_Your instructions_
Working from the listing below, pick each line containing the word "Serialize" and copy it.

_Given information_
+ + + + +

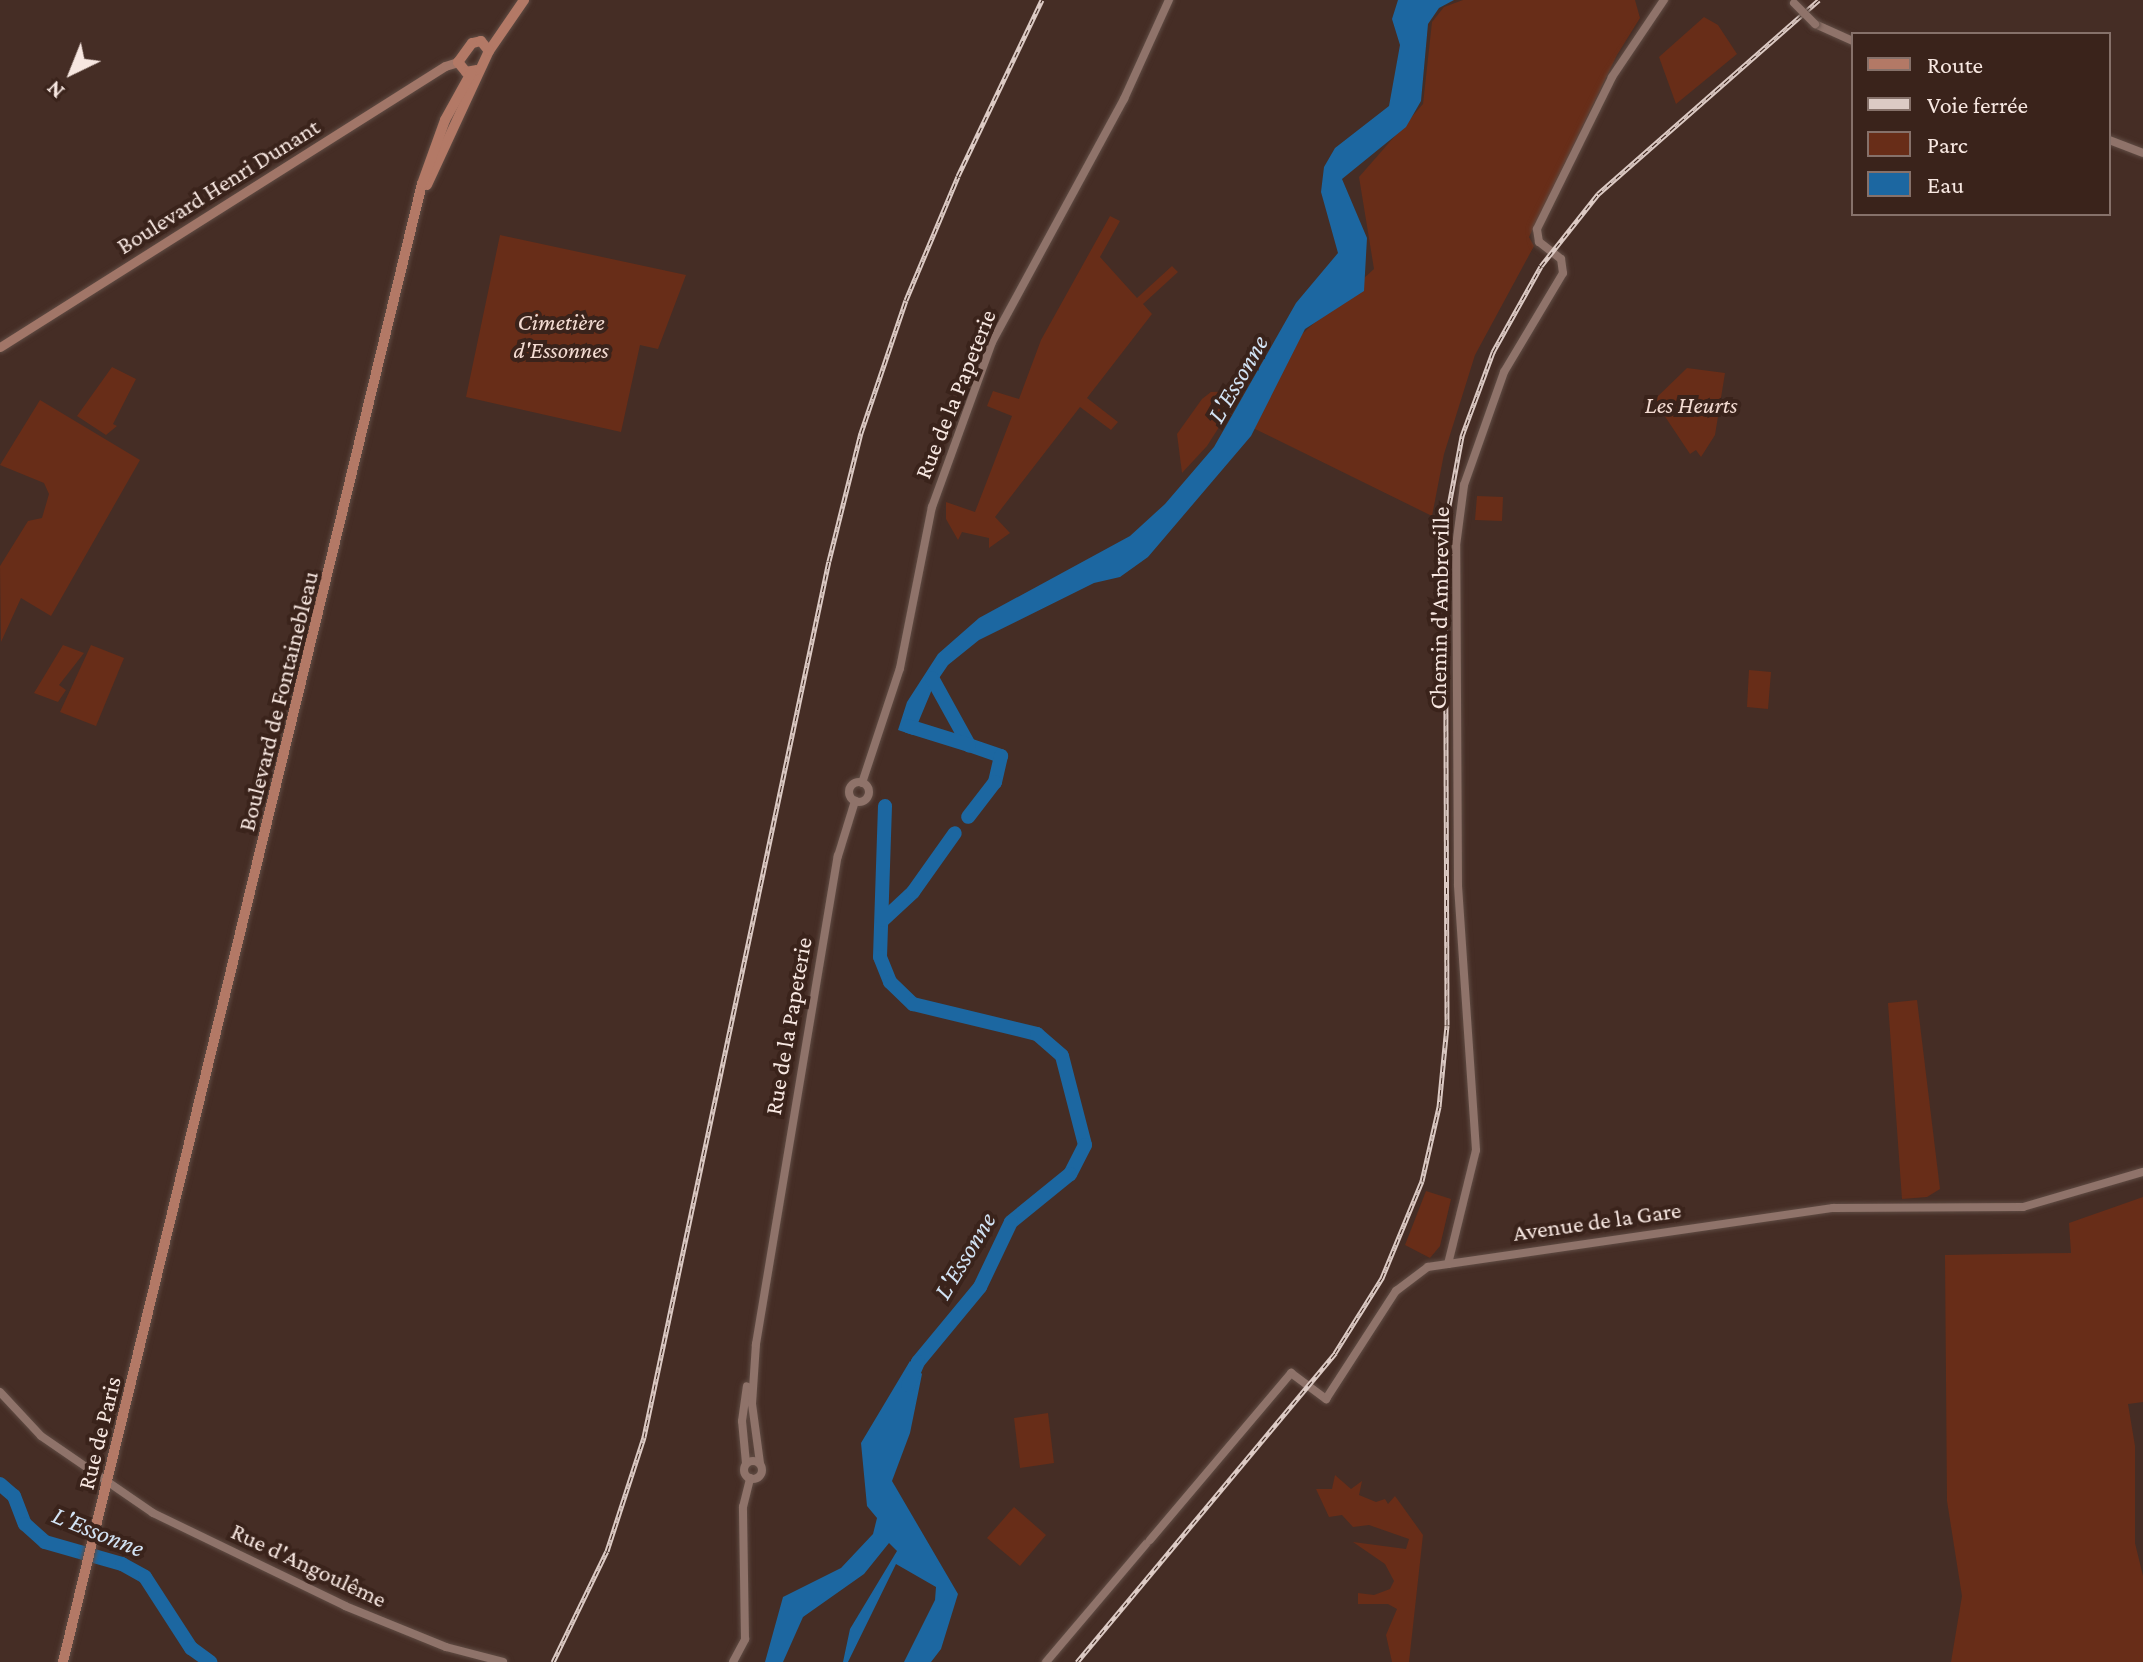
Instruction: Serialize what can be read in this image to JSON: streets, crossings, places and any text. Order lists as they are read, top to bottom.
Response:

+ + + + +

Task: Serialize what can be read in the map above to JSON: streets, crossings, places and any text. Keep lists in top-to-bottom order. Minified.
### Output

+ + + + +

_Output of the task_
Instruction: Serialize what can be read in this image to JSON: streets, crossings, places and any text. Order lists as they are read, top to bottom.
Task: Serialize what can be read in the map above to JSON: streets, crossings, places and any text. Keep lists in top-to-bottom order. Minified.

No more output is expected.